What is visible focus indication?
Visible focus indication is a key requirement for people who rely on or prefer keyboard navigation. This need for focus indication includes people with mobility challenges who use a variety of assistive technologies to navigate a web page or web application. It also applies to low vision and other users who use a combination of assistive technologies to perceive and use technology. In WCAG 2.0, the requirement for a perceivable focus was solidified by success criteria 2.4.7 Focus Visible level A. What was lacking in this early requirement was a specification as to how much of a focus indication was required. In an attempt to solve this ambiguity the W3C published WCAG 2.1 with success criteria 1.4.11 Non-text Contrast Level AA.
What changes are ahead in the WCAG 2.2 release?

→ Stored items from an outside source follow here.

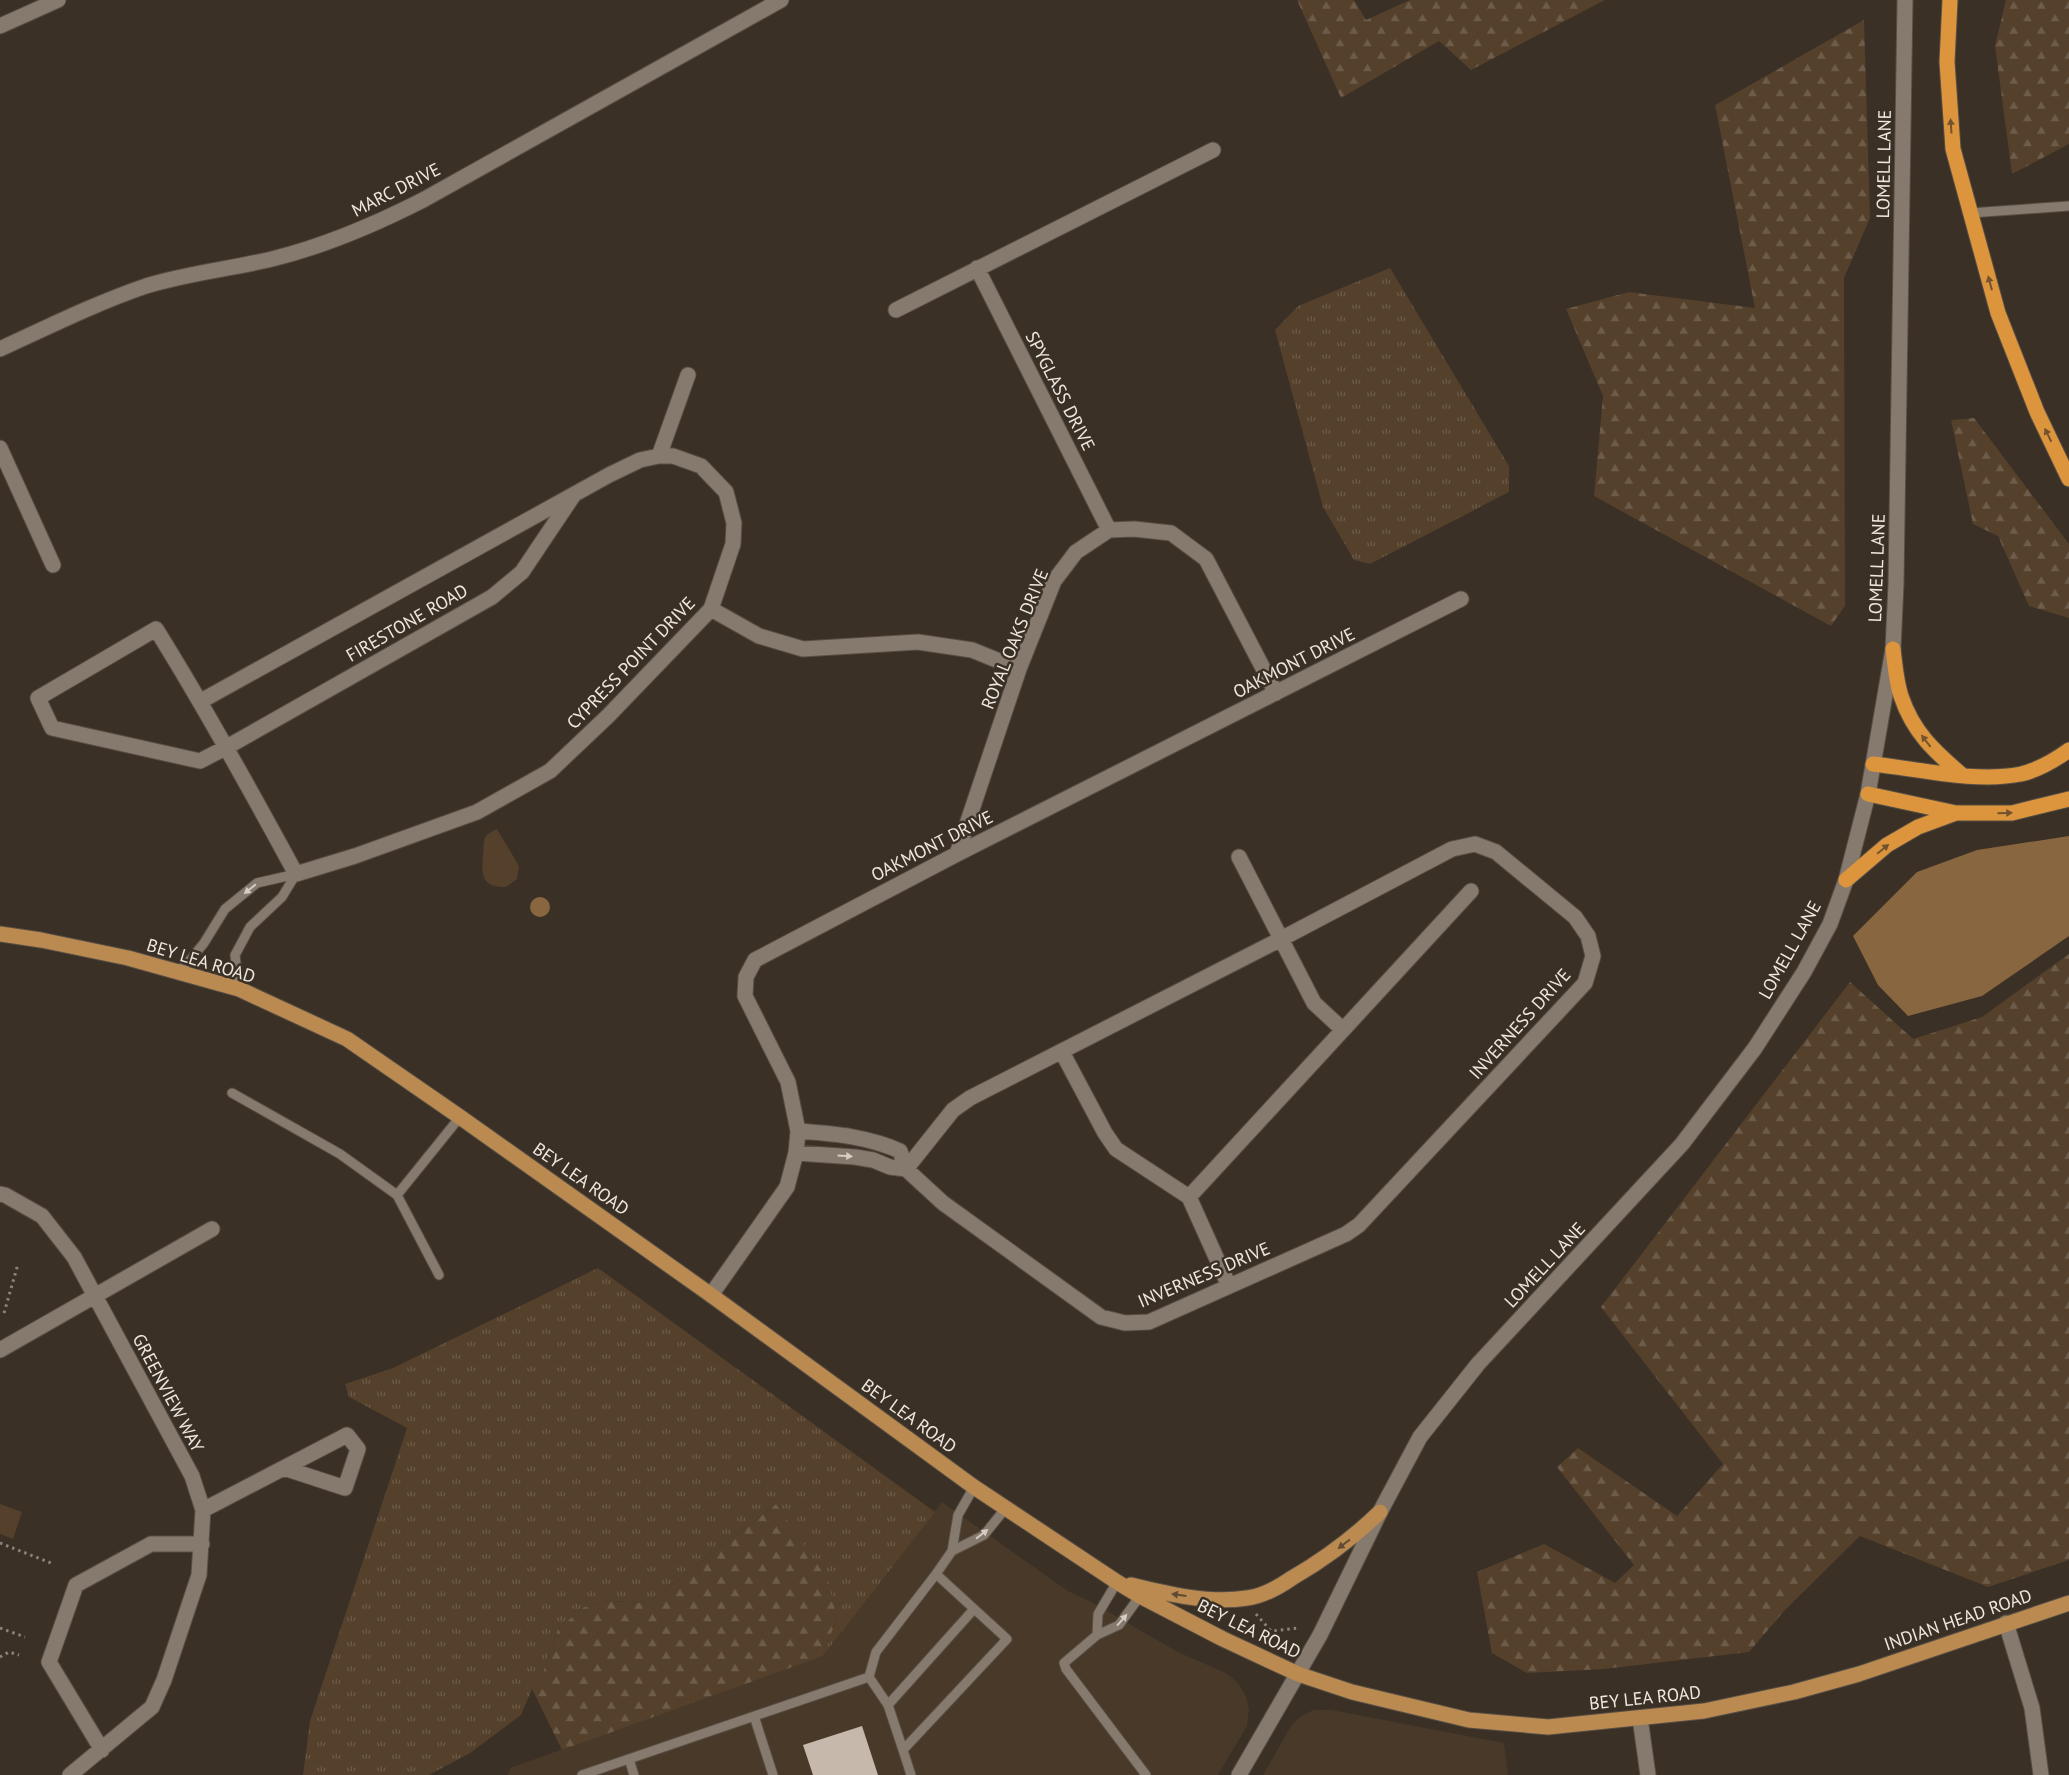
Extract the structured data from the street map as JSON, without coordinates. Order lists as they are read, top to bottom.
{
  "streets": {
    "main road": ["BEY LEA ROAD", "INDIAN HEAD ROAD"],
    "street": [
      "LOMELL LANE",
      "MARC DRIVE",
      "SPYGLASS DRIVE",
      "FIRESTONE ROAD",
      "ROYAL OAKS DRIVE",
      "CYPRESS POINT DRIVE",
      "OAKMONT DRIVE",
      "INVERNESS DRIVE",
      "GREENVIEW WAY"
    ]
  },
  "crossings": [
    ["LOMELL LANE", "BEY LEA ROAD"],
    ["SPYGLASS DRIVE", "ROYAL OAKS DRIVE"],
    ["FIRESTONE ROAD", "CYPRESS POINT DRIVE"],
    ["ROYAL OAKS DRIVE", "OAKMONT DRIVE"],
    ["OAKMONT DRIVE", "BEY LEA ROAD"],
    ["OAKMONT DRIVE", "INVERNESS DRIVE"],
    ["BEY LEA ROAD", "INDIAN HEAD ROAD"]
  ]
}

While success criteria 1.4.11 Non-Text Contrast did establish needed content contrast guidelines, it also set a precedent that went against a long-standing community belief that default focus indication was insufficient. It now appears that a pending release of WCAG 2.2 may reverse this. In an attempt to make sense of all these requirements, I recently delivered a presentation covering the various success criteria that now makeup focus and contrast requirements for focusable objects, as well as a preview of what might appear in WCAG 2.2.
Presentation to the Austin Accessibility and Inclusive Design Meetup
(April 2020)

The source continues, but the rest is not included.